:: Supplied data ::

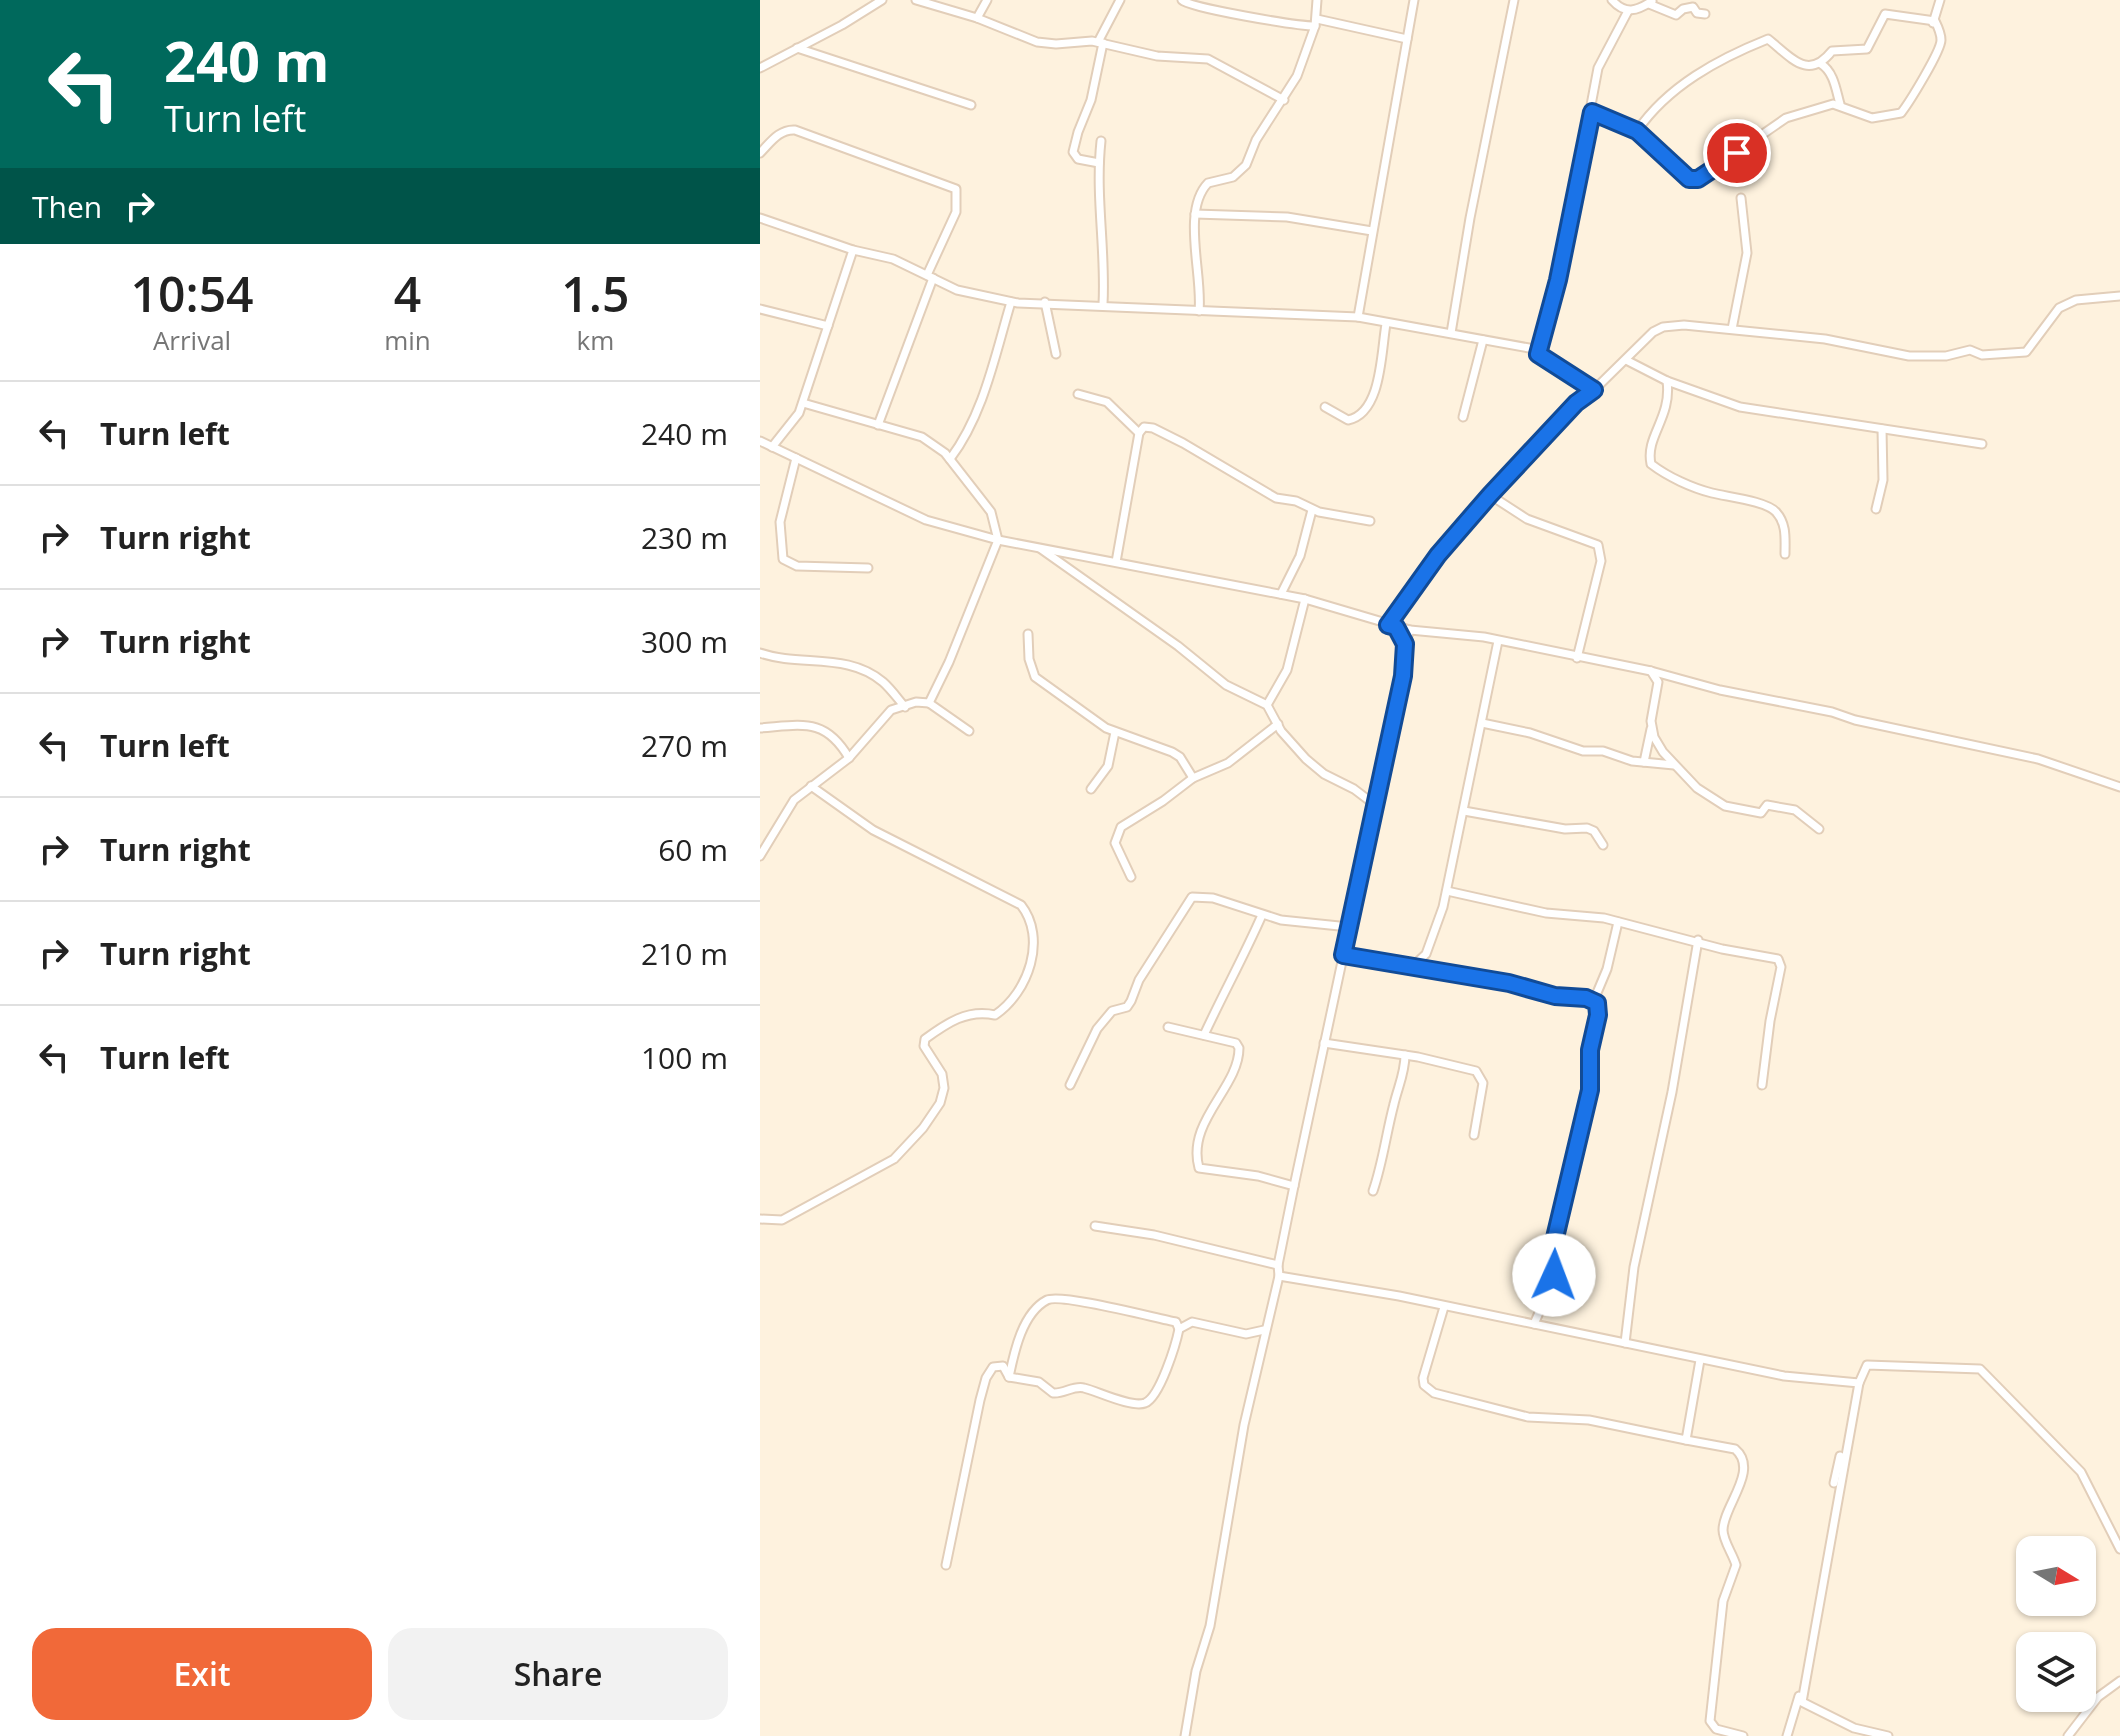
<!DOCTYPE html>
<html lang="en">
<head>
<meta charset="utf-8">
<style>
	body { margin:0; font-family:"Open Sans",sans-serif; background:#f2f2f2; color:#222; height:100vh; display:flex; flex-direction:column; font-size:30px; white-space:nowrap }
	* { box-sizing:border-box; margin:0 }
	p { font-size:26px; color:#767676 }
	.icon { flex:none; width:44px; height:44px; fill:none; stroke:currentColor; stroke-width:2; stroke-linecap:round; stroke-linejoin:round }
	.map { position:relative; flex:1; overflow:hidden }
	.side { display:flex; flex-direction:column; background:#fff; width:760px }
	.side>* { flex:none }
	.banner { background:#00695c; color:#fff; overflow:hidden }
	.needle { width:52px; rotate:100deg }
	.buttons { position:absolute; left:1256px; top:1536px; display:grid; gap:16px }
	.buttons a { display:grid; place-items:center; width:80px; height:80px; border-radius:16px; background:#fff; box-shadow:0 2px 6px #0004; font-size:40px }
	.pin { position:absolute; display:grid; place-items:center; width:68px; height:68px; color:#fff; margin:-34px; border:4px solid #fff; border-radius:50%; box-shadow:0 2px 8px #0007 }
	.me { position:absolute; width:88px; margin:-44px; rotate:2deg; stroke-linejoin:round; filter:drop-shadow(0 0 6px #0008) }
	.turn { display:flex; align-items:center; gap:28px; height:168px; padding:0 32px; font-size:36px }
	.turn .icon { width:104px; height:104px; stroke-width:2.5 }
	.turn b { display:block; font-size:56px; line-height:68px }
	.then { display:flex; align-items:center; height:76px; padding:0 32px; background:#0003; gap:16px; font-size:30px }
	.eta { display:flex; justify-content:space-evenly; align-items:center; height:136px; text-align:center }
	.eta b { font-size:48px; font-weight:600; line-height:56px }
	.primary-button { display:flex; gap:16px; margin-top:auto; padding:16px 32px }
	.primary-button a { flex:1; height:92px; border-radius:24px; background:#f16939; color:#fff; font-size:32px; font-weight:600; line-height:92px; text-align:center }
	.primary-button a+a { background:#f2f2f2; color:#222 }
	ul { padding:0; list-style:none }
	li { display:flex; align-items:center; gap:24px; height:104px; padding:0 32px; border-top:2px solid #e0e0e0 }
	li div { flex:1 }
	li b { display:block; font-size:30px }
	li em { font-style:normal }
	main { display:flex; flex:1; min-height:0 }
	.map>svg:first-child { display:block }
</style>
</head>
<body>
<main>
<section class="side">
<div class="banner">
<div class="turn"><svg class="icon" aria-label="left" viewBox="0 0 24 24"><path d="M17 20v-9H6M10 6l-5 5 5 5"/></svg><div><b>240 m</b>Turn left</div></div>
<div class="then">Then<svg class="icon" aria-label="right" viewBox="0 0 24 24"><path d="M7 20v-9h11M14 6l5 5-5 5"/></svg></div>
</div>
<div class="eta">
<div><b>10:54</b><p>Arrival</p></div>
<div><b>4</b><p>min</p></div>
<div><b>1.5</b><p>km</p></div>
</div>
<ul>
<li><svg class="icon" aria-label="left" viewBox="0 0 24 24"><path d="M17 20v-9H6M10 6l-5 5 5 5"/></svg><div><b>Turn left</b></div><em>240 m</em></li>
<li><svg class="icon" aria-label="right" viewBox="0 0 24 24"><path d="M7 20v-9h11M14 6l5 5-5 5"/></svg><div><b>Turn right</b></div><em>230 m</em></li>
<li><svg class="icon" aria-label="right" viewBox="0 0 24 24"><path d="M7 20v-9h11M14 6l5 5-5 5"/></svg><div><b>Turn right</b></div><em>300 m</em></li>
<li><svg class="icon" aria-label="left" viewBox="0 0 24 24"><path d="M17 20v-9H6M10 6l-5 5 5 5"/></svg><div><b>Turn left</b></div><em>270 m</em></li>
<li><svg class="icon" aria-label="right" viewBox="0 0 24 24"><path d="M7 20v-9h11M14 6l5 5-5 5"/></svg><div><b>Turn right</b></div><em>60 m</em></li>
<li><svg class="icon" aria-label="right" viewBox="0 0 24 24"><path d="M7 20v-9h11M14 6l5 5-5 5"/></svg><div><b>Turn right</b></div><em>210 m</em></li>
<li><svg class="icon" aria-label="left" viewBox="0 0 24 24"><path d="M17 20v-9H6M10 6l-5 5 5 5"/></svg><div><b>Turn left</b></div><em>100 m</em></li>
</ul>
<div class="primary-button"><a>Exit</a><a>Share</a></div>
</section>
<div class="map">
<svg width="1360" height="1736" viewBox="0 0 1360 1736">
	<rect width="100%" height="100%" fill="#fef2de"/>
	<g fill="none" stroke-linecap="round" stroke-linejoin="round">
		<defs>
			<g id="minor">
				<polyline points="156,0 217,18 277,42 296,44 332,41 397,56 448,59 524,100"/>
				<path d="M 422,0 C 430,8 537,26 555,26"/>
				<path d="M 852,0 C 865,15 877,11 892,1"/>
				<polyline points="889,4 916,15 923,9 933,7 937,13 945,14"/>
				<polyline points="217,18 227,0"/>
				<polyline points="557,19 647,39"/>
				<polyline points="1173,23 1180,0"/>
				<polyline points="338,42 360,0"/>
				<polyline points="37,48 211,105"/>
				<path d="M 1061,64 C 1074,72 1076,90 1080,104"/>
				<polyline points="0,68 82,25 122,0"/>
				<path d="M 832,112 L 877,131 L 924,178 L 938,179 L 1026,118 L 1073,104 L 1112,118 L 1141,113 C 1149,103 1181,51 1181,40 C 1181,33 1178,27 1175,21 L 1125,14 L 1107,49 L 1072,51 C 1048,81 1032,58 1008,39 C 958,59 908,86 877,131"/>
				<path d="M 341,141 C 335,197 346,249 343,304"/>
				<path d="M 0,153 C 10,143 19,129 35,130 L 196,189 L 196,212 L 167,275"/>
				<polyline points="339,163 318,159 313,152 318,132 331,100 343,43"/>
				<polyline points="435,214 527,217 612,231"/>
				<polyline points="0,218 93,250 133,259 197,290 258,303 598,317 769,348 788,358 834,390"/>
				<polyline points="285,302 296,354"/>
				<polyline points="0,309 68,326"/>
				<path d="M 439,311 C 443,275 421,211 448,183 L 473,177 L 486,165 L 496,140 L 537,76 L 555,26 L 557,0"/>
				<polyline points="598,317 654,0"/>
				<polyline points="972,329 987,253 981,198"/>
				<polyline points="691,333 710,218 754,0"/>
				<polyline points="778,354 798,280 838,68 868,11"/>
				<polyline points="866,360 907,381 980,407 1222,444"/>
				<path d="M 907,381 C 912,418 885,436 891,464 C 908,477 932,488 952,493 C 968,497 1006,501 1016,512 C 1027,524 1025,539 1025,554"/>
				<polyline points="318,394 347,402 379,433"/>
				<polyline points="43,403 162,437 185,453 231,512 238,540 189,662 169,703"/>
				<path d="M 565,407 L 588,420 C 622,413 621,352 626,324"/>
				<polyline points="703,417 723,340"/>
				<polyline points="118,425 173,278"/>
				<polyline points="0,441 166,520 238,540 545,599 650,630 724,637 891,671 960,690 1072,712 1095,720 1278,759 1360,787"/>
				<polyline points="12,447 39,413 93,250"/>
				<polyline points="36,458 20,522 23,559 37,566 108,568"/>
				<path d="M 190,459 C 224,414 235,355 251,302"/>
				<polyline points="730,495 767,519 838,545 841,561 817,658"/>
				<polyline points="1116,509 1123,480 1122,429"/>
				<polyline points="281,549 418,646 466,685 507,705 521,731 546,759 564,774 594,789 615,805"/>
				<polyline points="356,562 379,433 384,427 393,428 423,443 516,498 536,501 559,512 610,521"/>
				<polyline points="521,594 540,556 552,510"/>
				<polyline points="628,625 678,555 730,495 816,403 834,390 893,332 903,327 924,325 1065,339 1149,356 1186,356 1210,350 1222,355 1266,352 1299,308 1316,300 1360,296"/>
				<polyline points="268,634 269,659 275,677 346,728 412,752 420,757 433,778"/>
				<path d="M 0,653 C 41,667 88,652 123,682 C 131,689 138,699 145,707"/>
				<polyline points="891,671 898,682 891,721 894,737 903,752 937,788 965,806 1001,813 1007,805 1035,810 1059,829"/>
				<polyline points="507,705 527,670 545,599"/>
				<polyline points="722,723 770,733 823,751 843,751 872,761 914,765"/>
				<path d="M 0,728 C 42,725 65,717 89,758"/>
				<polyline points="884,762 891,729"/>
				<polyline points="331,789 348,766 355,732"/>
				<polyline points="704,811 805,829 827,828 834,831 843,845"/>
				<polyline points="0,856 34,800 89,758 131,710 156,702 169,703 209,731"/>
				<polyline points="371,877 355,843 361,827 403,801 433,778 468,763 518,724"/>
				<polyline points="687,891 786,913 844,918 962,949 1018,959 1021,967 1010,1021 1002,1085"/>
				<polyline points="583,955 749,983 795,996 826,998 837,1003 838,1015 830,1050 830,1090 793,1246 793,1281 774,1324"/>
				<polyline points="652,967 666,954 683,907 738,641"/>
				<polyline points="834,1000 847,969 858,922"/>
				<path d="M 408,1027 L 476,1043 L 479,1048 C 479,1088 426,1121 439,1168 L 498,1176 L 534,1186"/>
				<path d="M 444,1035 C 463,994 484,956 502,915"/>
				<polyline points="564,1043 658,1057 716,1071 723,1083 714,1135"/>
				<polyline points="310,1085 337,1029 352,1011 367,1007 371,1001 379,980 432,897 453,898 521,920 589,927"/>
				<path d="M 613,1191 C 623,1162 626,1134 634,1104 C 638,1087 645,1073 645,1055"/>
				<path d="M 0,1219 L 22,1220 L 134,1159 L 163,1128 L 180,1103 L 184,1088 L 182,1074 L 164,1046 L 165,1039 C 187,1023 207,1009 235,1015 C 269,992 287,938 261,905 L 113,830 L 51,786"/>
				<polyline points="335,1226 394,1235 518,1265"/>
				<polyline points="519,1276 639,1296 1024,1376 1099,1383 1107,1365 1220,1369 1321,1472 1360,1549"/>
				<polyline points="684,1307 663,1378 664,1385 674,1393 768,1417 829,1420 926,1440 940,1360"/>
				<polyline points="865,1343 874,1267 912,1092 938,940"/>
				<path d="M 249,1377 C 254,1353 262,1313 287,1300 C 301,1293 395,1318 416,1322 L 419,1329 L 432,1322 L 486,1334 L 504,1330"/>
				<polyline points="1099,1383 1042,1702 1094,1728 1128,1736"/>
				<path d="M 926,1440 L 975,1449 C 1000,1470 963,1506 963,1530 C 963,1541 973,1554 976,1565 L 963,1601 L 950,1721 L 956,1729 L 983,1736"/>
				<polyline points="1074,1483 1080,1456"/>
				<path d="M 186,1565 L 220,1400 L 226,1378 L 233,1367 L 243,1366 L 249,1377 L 279,1382 L 293,1393 C 304,1394 314,1385 324,1388 C 337,1391 371,1408 385,1403 C 400,1397 416,1344 419,1329"/>
				<polyline points="425,1736 436,1671 450,1626 484,1425 519,1276 518,1265 534,1186 643,676 645,644 650,630"/>
				<polyline points="1027,1736 1039,1696"/>
				<polyline points="1308,1736 1338,1697 1360,1681"/>
			</g>
		</defs>
		<use href="#minor" stroke="#e2ceb9" stroke-width="11"/>
		<use href="#minor" stroke="#fff" stroke-width="7"/>
	</g>
	<g fill="none" stroke-linecap="round" stroke-linejoin="round">
		<defs>
			<polyline id="route" points="794,1275 793,1246 830,1090 830,1050 838,1015 837,1003 826,998 795,996 749,983 583,955 643,676 645,644 636,627 628,625 678,555 730,495 816,403 834,390 778,354 798,280 832,112 877,131 929,179 938,179 977,153"/>
		</defs>
		<use href="#route" stroke="#114b97" stroke-width="20"/>
		<use href="#route" stroke="#1a73e8" stroke-width="14"/>
	</g>
</svg>
<div class="buttons">
<a><svg class="needle" viewBox="-14 -14 28 28"><path d="M0-13l5 13h-10z" fill="#e53935"/><path d="M0 13l5-13h-10z" fill="#767676"/></svg></a>
<a><svg class="icon" aria-label="layers" viewBox="0 0 24 24"><path d="M12 4l9 5-9 5-9-5zM3 14l9 5 9-5"/></svg></a>
</div>
<div class="pin" style="left:977px;top:153px;background:#d93025"><svg class="icon" aria-label="arrive" viewBox="0 0 24 24"><path d="M6 21V4h12l-3 4 3 4H6"/></svg></div>
<svg class="me" style="left:794px;top:1275px" viewBox="-20 -20 40 40"><circle r="19" fill="#fff"/><path d="M0-13L10 11 0 6-10 11z" fill="#1a73e8"/></svg>
</div>
</main>
</body>
</html>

:::

■ Problem details
Exactly as written, reproduce the lines from the beginning of the material through the line with "position:absolute; display:grid; place-items:center;", and skip any picture.

■ Your solution
<!DOCTYPE html>
<html lang="en">
<head>
<meta charset="utf-8">
<style>
	body { margin:0; font-family:"Open Sans",sans-serif; background:#f2f2f2; color:#222; height:100vh; display:flex; flex-direction:column; font-size:30px; white-space:nowrap }
	* { box-sizing:border-box; margin:0 }
	p { font-size:26px; color:#767676 }
	.icon { flex:none; width:44px; height:44px; fill:none; stroke:currentColor; stroke-width:2; stroke-linecap:round; stroke-linejoin:round }
	.map { position:relative; flex:1; overflow:hidden }
	.side { display:flex; flex-direction:column; background:#fff; width:760px }
	.side>* { flex:none }
	.banner { background:#00695c; color:#fff; overflow:hidden }
	.needle { width:52px; rotate:100deg }
	.buttons { position:absolute; left:1256px; top:1536px; display:grid; gap:16px }
	.buttons a { display:grid; place-items:center; width:80px; height:80px; border-radius:16px; background:#fff; box-shadow:0 2px 6px #0004; font-size:40px }
	.pin { position:absolute; display:grid; place-items:center; width:68px; height:68px; color:#fff; margin:-34px; border:4px solid #fff; border-radius:50%; box-shadow:0 2px 8px #0007 }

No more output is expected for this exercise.